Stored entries

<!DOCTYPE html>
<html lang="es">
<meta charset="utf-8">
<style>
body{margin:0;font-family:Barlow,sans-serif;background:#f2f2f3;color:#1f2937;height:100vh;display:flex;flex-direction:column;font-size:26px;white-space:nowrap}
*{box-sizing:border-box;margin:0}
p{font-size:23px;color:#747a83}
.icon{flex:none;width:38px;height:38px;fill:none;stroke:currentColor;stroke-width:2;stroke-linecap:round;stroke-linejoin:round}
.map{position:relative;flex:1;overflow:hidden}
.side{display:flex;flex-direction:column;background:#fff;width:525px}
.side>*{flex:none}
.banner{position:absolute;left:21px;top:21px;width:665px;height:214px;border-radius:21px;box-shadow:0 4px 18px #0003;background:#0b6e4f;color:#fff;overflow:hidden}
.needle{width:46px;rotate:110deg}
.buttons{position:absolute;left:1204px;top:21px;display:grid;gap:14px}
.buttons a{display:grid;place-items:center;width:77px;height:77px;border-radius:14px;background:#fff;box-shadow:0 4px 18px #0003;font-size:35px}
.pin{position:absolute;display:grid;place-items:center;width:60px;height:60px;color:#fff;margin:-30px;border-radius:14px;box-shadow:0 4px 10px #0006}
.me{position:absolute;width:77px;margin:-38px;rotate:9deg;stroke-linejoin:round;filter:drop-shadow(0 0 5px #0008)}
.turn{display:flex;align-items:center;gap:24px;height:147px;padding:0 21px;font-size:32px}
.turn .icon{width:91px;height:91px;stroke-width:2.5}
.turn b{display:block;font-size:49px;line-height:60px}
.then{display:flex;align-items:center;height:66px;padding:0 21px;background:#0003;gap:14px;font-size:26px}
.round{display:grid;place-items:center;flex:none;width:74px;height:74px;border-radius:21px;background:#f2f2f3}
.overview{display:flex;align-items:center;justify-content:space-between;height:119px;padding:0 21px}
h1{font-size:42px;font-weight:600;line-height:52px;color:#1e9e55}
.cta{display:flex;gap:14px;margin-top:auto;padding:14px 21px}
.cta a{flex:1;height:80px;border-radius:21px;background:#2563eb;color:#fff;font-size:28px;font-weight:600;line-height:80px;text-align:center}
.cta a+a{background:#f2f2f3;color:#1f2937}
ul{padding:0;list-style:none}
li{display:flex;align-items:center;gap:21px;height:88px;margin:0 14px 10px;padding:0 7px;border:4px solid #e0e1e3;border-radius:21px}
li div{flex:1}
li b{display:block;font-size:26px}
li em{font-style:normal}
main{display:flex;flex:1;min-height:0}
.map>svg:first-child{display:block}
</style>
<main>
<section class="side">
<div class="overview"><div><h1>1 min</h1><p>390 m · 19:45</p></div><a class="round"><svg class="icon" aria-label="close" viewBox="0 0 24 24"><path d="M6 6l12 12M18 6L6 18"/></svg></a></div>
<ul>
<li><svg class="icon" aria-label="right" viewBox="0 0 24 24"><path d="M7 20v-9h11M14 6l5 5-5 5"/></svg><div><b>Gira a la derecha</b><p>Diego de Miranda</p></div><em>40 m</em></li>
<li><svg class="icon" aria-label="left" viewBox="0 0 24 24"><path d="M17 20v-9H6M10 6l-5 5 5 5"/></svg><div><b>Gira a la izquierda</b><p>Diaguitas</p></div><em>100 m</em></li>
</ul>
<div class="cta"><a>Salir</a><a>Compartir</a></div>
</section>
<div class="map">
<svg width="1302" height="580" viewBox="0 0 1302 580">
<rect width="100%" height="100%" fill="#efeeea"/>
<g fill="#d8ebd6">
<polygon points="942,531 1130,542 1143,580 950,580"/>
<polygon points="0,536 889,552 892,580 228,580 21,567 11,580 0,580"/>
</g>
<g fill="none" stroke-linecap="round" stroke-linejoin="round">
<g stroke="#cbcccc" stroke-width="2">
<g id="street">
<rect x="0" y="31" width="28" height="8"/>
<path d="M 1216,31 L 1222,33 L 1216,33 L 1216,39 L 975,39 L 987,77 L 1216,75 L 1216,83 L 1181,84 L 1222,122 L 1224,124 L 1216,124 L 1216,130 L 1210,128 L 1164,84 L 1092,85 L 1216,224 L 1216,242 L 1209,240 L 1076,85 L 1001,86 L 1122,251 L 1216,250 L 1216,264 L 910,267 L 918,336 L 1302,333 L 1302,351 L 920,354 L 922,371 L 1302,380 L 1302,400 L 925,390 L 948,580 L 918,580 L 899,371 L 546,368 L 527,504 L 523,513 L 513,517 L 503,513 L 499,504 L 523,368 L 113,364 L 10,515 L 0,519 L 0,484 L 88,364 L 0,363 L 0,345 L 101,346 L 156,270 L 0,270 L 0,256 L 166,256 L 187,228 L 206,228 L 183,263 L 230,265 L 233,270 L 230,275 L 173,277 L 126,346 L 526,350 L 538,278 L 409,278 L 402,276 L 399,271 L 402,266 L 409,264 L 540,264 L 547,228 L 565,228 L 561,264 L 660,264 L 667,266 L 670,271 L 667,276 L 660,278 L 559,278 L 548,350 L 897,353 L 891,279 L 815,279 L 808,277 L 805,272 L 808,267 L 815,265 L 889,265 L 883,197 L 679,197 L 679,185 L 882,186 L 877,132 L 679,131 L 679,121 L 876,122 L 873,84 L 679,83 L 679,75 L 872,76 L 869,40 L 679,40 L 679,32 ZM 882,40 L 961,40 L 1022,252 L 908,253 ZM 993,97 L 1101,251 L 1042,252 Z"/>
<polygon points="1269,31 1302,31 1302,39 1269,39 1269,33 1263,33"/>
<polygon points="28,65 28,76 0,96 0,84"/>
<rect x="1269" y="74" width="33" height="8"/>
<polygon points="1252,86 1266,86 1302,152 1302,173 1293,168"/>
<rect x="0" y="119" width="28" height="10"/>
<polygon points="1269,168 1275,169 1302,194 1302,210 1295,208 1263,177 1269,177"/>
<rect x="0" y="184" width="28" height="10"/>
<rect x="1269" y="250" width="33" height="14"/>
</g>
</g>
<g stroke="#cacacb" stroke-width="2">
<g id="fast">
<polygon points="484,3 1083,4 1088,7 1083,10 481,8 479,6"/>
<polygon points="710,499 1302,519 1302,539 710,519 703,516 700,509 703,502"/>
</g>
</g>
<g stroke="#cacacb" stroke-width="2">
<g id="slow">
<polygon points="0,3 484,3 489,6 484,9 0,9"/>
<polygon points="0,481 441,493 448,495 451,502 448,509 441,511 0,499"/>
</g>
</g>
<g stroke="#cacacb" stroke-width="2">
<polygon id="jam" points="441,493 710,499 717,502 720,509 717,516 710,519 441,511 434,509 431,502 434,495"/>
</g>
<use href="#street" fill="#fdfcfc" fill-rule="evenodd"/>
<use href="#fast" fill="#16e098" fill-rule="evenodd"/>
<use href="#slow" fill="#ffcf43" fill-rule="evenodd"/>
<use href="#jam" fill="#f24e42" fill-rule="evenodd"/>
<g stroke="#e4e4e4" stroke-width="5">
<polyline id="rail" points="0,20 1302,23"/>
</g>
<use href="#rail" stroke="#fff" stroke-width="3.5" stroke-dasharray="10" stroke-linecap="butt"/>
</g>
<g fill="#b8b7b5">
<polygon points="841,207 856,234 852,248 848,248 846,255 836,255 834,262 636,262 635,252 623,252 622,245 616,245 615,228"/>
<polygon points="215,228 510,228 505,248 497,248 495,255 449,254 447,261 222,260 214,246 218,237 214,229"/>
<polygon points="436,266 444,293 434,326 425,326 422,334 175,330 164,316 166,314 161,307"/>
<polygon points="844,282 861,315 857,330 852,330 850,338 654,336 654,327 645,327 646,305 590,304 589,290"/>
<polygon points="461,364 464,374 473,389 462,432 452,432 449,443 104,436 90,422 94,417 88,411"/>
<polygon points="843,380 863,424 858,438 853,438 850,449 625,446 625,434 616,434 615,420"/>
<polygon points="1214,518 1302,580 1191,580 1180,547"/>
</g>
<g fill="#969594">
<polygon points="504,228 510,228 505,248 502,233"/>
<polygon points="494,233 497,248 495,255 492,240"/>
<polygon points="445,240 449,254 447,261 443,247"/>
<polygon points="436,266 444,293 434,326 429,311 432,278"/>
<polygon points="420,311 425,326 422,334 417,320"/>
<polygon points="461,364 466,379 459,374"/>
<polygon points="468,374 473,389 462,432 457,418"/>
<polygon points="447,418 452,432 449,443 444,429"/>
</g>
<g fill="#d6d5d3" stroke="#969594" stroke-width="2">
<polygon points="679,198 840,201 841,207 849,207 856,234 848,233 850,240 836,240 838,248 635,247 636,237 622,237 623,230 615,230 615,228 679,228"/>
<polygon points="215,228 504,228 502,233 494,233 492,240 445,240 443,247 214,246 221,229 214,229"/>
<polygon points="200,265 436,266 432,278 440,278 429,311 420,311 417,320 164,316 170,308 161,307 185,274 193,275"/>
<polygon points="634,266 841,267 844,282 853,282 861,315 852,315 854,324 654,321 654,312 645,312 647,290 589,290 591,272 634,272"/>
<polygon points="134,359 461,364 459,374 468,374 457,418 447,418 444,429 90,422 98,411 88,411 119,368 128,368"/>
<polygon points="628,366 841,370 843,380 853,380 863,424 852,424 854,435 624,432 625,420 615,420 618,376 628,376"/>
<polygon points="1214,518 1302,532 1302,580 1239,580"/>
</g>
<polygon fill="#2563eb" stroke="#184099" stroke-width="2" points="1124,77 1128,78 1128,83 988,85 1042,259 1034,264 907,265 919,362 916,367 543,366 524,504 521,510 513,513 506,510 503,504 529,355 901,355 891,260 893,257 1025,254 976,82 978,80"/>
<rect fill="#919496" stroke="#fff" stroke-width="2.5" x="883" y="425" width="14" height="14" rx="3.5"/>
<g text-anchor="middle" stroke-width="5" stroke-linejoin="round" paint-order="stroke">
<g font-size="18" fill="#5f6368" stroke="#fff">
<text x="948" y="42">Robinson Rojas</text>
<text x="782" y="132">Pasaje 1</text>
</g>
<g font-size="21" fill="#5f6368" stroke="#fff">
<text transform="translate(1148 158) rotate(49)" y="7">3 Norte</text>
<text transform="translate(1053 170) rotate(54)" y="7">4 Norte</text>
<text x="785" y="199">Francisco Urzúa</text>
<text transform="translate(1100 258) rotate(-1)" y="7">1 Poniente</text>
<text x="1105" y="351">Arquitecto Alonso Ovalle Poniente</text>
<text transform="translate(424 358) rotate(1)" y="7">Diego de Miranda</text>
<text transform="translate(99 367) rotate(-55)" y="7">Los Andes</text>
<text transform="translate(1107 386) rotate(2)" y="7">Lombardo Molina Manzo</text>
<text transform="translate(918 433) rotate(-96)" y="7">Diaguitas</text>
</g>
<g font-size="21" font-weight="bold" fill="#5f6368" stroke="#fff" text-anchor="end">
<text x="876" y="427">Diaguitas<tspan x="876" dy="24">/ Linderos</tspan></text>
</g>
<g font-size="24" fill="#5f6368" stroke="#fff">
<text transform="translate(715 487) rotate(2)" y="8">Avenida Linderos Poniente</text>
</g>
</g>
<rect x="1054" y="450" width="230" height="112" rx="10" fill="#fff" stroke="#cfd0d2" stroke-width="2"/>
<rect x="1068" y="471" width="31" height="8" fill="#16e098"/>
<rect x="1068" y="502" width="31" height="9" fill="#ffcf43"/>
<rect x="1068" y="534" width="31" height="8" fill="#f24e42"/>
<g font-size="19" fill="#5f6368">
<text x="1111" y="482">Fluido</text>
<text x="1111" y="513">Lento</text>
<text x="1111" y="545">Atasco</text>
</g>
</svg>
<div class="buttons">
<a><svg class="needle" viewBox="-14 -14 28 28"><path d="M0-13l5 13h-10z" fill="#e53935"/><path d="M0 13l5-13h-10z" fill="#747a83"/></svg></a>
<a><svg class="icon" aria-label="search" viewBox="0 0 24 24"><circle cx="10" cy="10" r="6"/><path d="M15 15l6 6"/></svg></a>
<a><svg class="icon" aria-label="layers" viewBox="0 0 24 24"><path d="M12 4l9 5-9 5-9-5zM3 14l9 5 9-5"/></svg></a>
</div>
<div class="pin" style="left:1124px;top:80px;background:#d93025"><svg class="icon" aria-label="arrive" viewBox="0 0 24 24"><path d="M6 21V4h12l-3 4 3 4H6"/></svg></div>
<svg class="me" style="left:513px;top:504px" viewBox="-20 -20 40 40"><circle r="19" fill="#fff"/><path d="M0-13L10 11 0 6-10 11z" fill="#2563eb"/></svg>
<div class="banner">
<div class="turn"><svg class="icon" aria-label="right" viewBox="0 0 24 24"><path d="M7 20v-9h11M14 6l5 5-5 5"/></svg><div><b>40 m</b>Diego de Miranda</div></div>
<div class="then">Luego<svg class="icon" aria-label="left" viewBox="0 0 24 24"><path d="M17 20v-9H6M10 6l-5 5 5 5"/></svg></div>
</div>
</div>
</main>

* Problem statement:
Could you work out how many lines above contain the string "overflow"? Only the number should be given.

* Solved exercise:
2